Иными словами, получить термический шок и умереть от него в сердце Сибири. Яо наконец удалось привлечь мое внимание. Ветер свирепствует, голова раскалывается, и мы решаем поскорее отправиться туда, где нам предстоит устроиться на ночлег.
– Благодарю вас, что согласились поехать со мной. Вы об этом не пожалеете.
Наша гостиница располагается в крошечном поселке с грязными улочками и деревянными домами вроде тех, что мы видели в Иркутске. Во дворе маленькая девочка с трудом тащит из колодца тяжелое ведро с водой. Хиляль бросается ей на помощь, но вместо того чтобы ухватиться за ведро, нечаянно толкает девчушку к краю колодца.
– В И Цзинь говорится: «Можно переместить целый город, но колодец с места не сдвинешь», – замечаю я. – В твоем случае можно сказать, что ты можешь передвинуть ведро, но не ребенка. Будь осторожнее.

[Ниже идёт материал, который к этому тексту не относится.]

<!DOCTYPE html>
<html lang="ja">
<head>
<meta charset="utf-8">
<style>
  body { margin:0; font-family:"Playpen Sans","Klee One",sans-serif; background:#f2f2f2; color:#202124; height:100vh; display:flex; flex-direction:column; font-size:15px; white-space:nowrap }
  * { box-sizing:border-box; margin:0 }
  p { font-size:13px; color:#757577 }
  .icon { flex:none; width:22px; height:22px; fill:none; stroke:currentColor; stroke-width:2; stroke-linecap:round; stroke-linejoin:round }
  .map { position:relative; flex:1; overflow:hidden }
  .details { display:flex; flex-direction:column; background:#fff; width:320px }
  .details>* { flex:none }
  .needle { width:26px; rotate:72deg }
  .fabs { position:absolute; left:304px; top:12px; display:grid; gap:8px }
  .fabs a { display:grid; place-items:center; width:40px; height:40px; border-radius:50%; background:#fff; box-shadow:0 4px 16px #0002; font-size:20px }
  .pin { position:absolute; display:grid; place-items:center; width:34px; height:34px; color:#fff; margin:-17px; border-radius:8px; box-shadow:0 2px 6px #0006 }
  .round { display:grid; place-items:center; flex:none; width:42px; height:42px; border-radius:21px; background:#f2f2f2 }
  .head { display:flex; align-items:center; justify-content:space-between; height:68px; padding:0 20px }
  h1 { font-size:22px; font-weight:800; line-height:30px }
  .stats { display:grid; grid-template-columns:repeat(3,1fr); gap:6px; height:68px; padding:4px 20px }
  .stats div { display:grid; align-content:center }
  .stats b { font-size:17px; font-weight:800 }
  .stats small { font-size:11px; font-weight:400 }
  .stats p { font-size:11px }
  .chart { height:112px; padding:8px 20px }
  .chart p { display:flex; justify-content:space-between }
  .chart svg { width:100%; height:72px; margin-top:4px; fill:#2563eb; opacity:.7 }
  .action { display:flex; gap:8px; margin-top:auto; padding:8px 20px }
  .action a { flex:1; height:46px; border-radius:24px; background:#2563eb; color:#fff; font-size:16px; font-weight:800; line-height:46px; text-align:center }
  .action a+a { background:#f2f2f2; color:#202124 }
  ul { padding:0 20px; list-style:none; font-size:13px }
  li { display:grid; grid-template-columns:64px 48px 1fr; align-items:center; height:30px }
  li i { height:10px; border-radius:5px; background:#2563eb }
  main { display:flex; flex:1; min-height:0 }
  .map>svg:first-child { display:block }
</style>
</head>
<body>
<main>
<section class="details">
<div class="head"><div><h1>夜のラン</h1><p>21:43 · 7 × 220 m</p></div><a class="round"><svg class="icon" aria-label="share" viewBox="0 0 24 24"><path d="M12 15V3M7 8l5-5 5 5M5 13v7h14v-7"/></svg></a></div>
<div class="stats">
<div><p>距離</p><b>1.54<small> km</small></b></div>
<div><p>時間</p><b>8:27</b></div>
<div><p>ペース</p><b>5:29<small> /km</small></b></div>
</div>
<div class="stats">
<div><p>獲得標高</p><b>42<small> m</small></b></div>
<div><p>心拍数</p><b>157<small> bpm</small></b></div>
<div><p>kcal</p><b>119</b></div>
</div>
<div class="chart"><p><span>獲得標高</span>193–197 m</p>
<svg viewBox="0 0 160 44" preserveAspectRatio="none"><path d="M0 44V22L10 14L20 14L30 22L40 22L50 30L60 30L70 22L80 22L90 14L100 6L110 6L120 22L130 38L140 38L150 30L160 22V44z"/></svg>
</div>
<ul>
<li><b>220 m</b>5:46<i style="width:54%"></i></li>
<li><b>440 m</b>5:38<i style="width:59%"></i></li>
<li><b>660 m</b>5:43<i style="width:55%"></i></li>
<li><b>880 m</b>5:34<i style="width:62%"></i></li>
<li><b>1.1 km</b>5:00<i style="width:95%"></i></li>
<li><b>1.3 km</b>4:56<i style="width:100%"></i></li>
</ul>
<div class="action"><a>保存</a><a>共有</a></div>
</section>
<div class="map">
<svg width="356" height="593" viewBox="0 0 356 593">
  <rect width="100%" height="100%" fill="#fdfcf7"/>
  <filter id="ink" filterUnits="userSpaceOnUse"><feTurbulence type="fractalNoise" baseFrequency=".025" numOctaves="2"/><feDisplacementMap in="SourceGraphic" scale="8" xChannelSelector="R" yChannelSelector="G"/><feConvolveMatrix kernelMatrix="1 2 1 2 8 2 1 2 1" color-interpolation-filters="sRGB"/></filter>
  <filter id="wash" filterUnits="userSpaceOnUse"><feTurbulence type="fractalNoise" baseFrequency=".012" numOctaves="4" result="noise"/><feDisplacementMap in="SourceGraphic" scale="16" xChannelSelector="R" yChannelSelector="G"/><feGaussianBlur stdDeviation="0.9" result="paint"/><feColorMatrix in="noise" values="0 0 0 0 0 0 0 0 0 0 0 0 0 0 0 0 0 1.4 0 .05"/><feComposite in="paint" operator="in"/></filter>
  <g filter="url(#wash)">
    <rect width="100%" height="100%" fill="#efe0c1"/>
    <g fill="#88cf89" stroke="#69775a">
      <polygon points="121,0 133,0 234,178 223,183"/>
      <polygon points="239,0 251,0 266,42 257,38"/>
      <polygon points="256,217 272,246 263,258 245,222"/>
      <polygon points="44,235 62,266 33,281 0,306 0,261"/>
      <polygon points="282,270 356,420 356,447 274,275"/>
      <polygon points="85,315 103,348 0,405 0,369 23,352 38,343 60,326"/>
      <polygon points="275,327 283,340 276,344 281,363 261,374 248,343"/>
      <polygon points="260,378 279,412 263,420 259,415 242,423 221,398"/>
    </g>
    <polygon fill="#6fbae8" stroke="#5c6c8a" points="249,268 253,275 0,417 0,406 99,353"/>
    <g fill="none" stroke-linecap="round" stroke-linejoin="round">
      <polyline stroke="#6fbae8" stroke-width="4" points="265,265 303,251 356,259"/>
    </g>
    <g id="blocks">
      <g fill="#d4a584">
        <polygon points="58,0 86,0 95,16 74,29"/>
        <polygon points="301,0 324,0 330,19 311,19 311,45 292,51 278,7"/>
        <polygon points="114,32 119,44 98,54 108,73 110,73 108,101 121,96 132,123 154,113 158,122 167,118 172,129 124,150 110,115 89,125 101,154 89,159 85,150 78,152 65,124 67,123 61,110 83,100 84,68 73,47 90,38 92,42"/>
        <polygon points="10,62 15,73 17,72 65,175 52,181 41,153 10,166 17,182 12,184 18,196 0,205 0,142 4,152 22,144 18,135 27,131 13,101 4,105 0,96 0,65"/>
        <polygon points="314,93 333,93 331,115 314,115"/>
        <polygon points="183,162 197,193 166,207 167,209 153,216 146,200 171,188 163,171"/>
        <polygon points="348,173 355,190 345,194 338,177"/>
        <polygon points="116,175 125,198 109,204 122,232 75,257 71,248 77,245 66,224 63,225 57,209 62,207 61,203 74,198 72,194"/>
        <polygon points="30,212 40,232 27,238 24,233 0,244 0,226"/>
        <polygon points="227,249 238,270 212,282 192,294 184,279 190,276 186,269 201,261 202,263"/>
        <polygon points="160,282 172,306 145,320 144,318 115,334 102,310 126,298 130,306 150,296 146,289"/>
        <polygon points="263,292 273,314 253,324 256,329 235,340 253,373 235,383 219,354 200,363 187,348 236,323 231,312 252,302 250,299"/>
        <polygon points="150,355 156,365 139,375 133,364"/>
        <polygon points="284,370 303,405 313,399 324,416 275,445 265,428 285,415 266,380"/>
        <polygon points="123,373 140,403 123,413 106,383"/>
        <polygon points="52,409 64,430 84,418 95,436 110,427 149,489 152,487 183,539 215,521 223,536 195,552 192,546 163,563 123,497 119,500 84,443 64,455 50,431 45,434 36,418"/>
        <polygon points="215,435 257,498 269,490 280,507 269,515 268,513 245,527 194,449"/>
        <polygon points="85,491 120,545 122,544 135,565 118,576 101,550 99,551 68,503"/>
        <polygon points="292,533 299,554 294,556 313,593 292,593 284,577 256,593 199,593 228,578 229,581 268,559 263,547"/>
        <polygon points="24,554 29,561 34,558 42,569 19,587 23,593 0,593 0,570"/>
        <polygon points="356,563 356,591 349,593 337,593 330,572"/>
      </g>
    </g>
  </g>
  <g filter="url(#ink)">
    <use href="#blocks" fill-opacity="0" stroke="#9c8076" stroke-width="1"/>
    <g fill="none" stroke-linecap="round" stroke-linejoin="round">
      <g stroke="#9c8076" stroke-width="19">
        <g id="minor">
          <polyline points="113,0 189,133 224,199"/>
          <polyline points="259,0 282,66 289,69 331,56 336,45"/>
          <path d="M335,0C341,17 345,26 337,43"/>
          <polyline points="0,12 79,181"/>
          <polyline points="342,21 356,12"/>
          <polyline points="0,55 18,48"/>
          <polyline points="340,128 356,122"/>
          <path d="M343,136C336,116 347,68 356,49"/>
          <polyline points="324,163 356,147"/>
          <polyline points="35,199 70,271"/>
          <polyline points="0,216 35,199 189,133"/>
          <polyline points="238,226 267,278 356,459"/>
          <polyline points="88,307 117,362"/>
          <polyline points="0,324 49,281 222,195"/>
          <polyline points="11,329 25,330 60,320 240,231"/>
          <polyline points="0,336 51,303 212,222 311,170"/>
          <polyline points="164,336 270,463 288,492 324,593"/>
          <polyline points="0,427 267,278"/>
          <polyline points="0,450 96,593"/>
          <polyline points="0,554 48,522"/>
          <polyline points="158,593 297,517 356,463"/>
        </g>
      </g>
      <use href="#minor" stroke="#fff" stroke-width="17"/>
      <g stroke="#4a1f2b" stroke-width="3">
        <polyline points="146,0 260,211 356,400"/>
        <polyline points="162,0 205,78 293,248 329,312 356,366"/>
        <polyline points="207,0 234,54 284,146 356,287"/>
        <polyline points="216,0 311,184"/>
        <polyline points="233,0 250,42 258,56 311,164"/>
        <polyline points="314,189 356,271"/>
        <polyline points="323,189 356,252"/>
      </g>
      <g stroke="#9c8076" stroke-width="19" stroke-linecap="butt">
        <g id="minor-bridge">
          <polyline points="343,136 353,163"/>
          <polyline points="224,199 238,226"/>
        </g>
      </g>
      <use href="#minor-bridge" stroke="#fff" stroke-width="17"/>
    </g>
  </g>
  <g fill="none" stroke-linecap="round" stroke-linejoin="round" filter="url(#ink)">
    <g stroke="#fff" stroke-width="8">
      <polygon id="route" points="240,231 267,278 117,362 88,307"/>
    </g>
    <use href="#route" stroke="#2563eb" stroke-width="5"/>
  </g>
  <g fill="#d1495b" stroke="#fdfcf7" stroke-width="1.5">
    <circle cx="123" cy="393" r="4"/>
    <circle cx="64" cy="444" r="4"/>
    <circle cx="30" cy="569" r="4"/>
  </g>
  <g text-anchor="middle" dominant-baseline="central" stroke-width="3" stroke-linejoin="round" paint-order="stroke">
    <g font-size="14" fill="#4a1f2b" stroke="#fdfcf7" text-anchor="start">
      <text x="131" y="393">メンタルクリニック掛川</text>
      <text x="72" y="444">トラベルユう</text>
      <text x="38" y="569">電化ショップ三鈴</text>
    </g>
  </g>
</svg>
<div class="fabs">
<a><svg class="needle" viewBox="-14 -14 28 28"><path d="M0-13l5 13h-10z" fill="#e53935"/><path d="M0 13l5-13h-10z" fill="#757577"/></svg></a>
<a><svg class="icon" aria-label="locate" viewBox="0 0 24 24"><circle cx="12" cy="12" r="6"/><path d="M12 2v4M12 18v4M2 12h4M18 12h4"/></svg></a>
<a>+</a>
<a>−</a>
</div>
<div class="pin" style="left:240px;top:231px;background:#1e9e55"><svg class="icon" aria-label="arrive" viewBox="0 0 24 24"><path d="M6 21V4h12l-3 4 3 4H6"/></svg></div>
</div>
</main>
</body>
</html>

Во двор выбегает мать девочки и набрасывается на Хиляль. Я оставляю их выяснять отношения, а сам захожу в дом. Яо категорически отказывался брать с собой Хиляль. Женщинам нечего делать в местах, где мы должны встретиться с шаманом. В принципе, я и сам не хотел ехать. Мне известно, что Традиции можно следовать в любом месте, к тому же на родине мне не раз доводилось встречаться с шаманами. Я согласился приехать сюда лишь потому, что чувствовал себя обязанным: Яо не раз выручал меня, и я многому у него научился за время поездки.
– Мне необходимо проводить все мое время с Хиляль, – объяснял я ему еще в Иркутске. – Поверьте, я знаю, что делаю. Сейчас я на пути к своему царству. Если Хиляль не сможет мне помочь, в этой жизни у меня останутся всего три попытки.
И хотя Яо ничего не понял из моих объяснений, он в конце концов дал свое согласие.
Я бросаю рюкзак в угол, включаю на максимум обогреватель, задергиваю шторы и падаю на кровать в надежде, что головная боль наконец отступит. И тут в комнату врывается Хиляль.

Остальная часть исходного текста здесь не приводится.